== THE DATA ==
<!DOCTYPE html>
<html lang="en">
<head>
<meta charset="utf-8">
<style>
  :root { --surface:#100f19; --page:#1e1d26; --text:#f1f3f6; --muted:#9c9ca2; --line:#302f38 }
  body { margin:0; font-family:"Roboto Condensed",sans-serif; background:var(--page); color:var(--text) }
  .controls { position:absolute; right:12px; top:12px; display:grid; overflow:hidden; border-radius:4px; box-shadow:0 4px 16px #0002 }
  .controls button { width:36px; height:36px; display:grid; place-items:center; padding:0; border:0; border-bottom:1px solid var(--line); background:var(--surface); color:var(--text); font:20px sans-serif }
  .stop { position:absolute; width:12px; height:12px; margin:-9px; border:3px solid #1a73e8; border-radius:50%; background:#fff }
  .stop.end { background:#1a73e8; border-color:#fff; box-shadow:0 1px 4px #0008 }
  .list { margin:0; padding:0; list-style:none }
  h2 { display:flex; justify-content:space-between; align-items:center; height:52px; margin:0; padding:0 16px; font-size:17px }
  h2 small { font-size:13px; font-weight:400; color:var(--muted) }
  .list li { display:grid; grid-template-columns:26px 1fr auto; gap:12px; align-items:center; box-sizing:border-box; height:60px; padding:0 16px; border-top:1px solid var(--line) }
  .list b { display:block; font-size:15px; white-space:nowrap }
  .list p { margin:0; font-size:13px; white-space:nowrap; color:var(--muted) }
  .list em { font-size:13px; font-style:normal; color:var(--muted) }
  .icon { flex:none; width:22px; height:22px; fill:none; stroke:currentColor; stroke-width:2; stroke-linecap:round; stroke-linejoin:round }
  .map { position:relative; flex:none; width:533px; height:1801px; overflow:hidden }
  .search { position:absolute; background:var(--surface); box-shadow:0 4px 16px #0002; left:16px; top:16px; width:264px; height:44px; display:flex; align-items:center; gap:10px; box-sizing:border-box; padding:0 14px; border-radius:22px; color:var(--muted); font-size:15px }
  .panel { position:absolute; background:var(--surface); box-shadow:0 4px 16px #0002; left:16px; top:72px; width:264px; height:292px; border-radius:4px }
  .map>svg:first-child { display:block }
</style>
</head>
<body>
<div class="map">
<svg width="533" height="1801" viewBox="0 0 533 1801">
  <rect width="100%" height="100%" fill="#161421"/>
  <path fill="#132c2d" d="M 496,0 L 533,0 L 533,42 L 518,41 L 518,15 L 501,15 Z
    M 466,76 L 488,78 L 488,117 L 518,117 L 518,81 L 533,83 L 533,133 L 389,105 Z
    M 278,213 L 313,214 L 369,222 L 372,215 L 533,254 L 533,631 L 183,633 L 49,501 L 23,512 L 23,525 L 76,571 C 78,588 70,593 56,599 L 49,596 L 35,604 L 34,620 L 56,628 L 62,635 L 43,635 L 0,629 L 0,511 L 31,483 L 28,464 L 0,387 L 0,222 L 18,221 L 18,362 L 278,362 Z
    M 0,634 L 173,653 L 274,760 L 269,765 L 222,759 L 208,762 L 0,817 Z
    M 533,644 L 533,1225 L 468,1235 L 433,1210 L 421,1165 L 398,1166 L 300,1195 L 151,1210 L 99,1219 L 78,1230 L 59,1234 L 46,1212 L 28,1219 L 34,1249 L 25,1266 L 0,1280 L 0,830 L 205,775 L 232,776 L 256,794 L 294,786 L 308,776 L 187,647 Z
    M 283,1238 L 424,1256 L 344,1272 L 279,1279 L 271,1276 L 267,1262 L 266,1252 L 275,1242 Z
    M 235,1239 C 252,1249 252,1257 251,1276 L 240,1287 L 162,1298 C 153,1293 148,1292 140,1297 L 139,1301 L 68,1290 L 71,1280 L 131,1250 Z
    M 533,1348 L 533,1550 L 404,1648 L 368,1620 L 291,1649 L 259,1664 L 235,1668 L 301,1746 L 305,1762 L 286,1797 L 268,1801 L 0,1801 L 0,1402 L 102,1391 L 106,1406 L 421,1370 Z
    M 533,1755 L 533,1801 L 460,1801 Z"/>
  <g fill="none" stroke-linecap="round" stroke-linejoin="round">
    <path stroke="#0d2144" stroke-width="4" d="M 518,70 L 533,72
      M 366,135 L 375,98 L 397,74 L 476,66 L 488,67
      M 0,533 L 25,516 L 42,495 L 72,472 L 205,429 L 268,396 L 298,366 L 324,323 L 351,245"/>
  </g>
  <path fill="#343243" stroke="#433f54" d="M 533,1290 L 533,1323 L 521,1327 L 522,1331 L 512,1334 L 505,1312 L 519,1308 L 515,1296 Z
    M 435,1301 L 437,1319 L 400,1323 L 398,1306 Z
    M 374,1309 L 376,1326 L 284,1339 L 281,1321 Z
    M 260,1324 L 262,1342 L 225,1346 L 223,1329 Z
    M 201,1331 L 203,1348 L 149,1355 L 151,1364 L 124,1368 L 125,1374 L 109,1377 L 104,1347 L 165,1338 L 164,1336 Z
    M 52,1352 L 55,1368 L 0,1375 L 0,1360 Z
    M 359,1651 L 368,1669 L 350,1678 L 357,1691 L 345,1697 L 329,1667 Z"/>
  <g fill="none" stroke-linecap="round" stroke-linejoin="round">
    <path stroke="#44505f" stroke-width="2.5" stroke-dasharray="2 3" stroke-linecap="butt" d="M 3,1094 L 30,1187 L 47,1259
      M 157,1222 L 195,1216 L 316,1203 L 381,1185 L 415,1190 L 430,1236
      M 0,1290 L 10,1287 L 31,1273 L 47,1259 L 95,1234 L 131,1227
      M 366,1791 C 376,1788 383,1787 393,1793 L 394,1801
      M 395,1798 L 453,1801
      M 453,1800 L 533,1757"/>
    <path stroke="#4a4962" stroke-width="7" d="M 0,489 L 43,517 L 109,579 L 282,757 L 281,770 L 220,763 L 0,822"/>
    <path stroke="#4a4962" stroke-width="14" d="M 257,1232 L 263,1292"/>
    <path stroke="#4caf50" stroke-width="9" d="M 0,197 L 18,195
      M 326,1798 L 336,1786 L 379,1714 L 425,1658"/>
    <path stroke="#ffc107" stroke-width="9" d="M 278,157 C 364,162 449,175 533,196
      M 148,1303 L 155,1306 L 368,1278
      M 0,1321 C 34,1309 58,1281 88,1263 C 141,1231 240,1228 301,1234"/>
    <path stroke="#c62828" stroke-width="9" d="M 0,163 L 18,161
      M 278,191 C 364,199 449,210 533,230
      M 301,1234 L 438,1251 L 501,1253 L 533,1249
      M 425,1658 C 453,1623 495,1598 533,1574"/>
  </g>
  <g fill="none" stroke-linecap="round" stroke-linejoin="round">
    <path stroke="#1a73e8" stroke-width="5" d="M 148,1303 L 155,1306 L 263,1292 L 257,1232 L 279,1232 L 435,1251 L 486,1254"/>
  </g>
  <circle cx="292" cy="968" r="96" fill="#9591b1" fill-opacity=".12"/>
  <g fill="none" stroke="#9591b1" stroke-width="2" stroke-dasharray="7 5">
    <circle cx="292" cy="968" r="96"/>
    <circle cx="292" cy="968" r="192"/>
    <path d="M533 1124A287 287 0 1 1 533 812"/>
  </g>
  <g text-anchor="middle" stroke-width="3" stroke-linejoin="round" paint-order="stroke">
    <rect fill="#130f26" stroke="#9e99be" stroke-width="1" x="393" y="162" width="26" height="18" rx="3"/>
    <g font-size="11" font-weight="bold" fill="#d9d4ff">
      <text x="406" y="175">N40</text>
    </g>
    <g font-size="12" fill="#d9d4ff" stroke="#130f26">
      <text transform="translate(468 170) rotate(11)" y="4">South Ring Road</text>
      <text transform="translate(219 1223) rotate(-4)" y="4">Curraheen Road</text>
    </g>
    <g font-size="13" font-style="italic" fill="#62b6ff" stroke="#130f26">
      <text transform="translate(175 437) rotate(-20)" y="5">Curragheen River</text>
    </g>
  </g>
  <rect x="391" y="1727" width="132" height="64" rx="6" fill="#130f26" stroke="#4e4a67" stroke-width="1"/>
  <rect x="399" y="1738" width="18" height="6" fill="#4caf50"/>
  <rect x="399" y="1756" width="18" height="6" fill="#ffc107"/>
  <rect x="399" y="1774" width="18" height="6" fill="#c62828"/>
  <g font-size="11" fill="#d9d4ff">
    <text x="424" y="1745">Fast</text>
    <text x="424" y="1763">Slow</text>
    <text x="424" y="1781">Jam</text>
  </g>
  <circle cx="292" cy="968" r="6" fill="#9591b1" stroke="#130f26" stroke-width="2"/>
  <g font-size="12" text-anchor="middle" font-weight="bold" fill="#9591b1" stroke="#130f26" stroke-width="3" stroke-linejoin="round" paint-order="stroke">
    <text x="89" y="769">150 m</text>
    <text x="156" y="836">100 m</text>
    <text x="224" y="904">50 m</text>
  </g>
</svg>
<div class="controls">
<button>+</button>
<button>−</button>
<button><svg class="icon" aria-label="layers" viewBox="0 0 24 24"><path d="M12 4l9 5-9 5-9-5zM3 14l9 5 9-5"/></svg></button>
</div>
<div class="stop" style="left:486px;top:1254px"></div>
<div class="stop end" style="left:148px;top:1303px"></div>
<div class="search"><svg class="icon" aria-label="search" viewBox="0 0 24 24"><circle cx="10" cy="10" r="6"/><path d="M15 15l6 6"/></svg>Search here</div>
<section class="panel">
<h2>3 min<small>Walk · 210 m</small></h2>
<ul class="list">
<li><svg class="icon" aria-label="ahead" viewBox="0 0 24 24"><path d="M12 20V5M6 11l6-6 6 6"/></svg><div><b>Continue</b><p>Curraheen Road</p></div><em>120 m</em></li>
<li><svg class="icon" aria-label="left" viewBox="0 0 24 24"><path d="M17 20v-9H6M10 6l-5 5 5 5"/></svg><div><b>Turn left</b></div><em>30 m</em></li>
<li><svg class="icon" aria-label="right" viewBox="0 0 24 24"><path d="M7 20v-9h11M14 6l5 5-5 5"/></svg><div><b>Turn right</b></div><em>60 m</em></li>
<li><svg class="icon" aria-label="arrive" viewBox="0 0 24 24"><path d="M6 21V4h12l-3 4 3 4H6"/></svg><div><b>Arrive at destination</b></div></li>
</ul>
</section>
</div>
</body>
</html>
===
EXERCISE GOAL:
Show every line in the entries above that contains the string "serif".

RESULT:
  body { margin:0; font-family:"Roboto Condensed",sans-serif; background:var(--page); color:var(--text) }
  .controls button { width:36px; height:36px; display:grid; place-items:center; padding:0; border:0; border-bottom:1px solid var(--line); background:var(--surface); color:var(--text); font:20px sans-serif }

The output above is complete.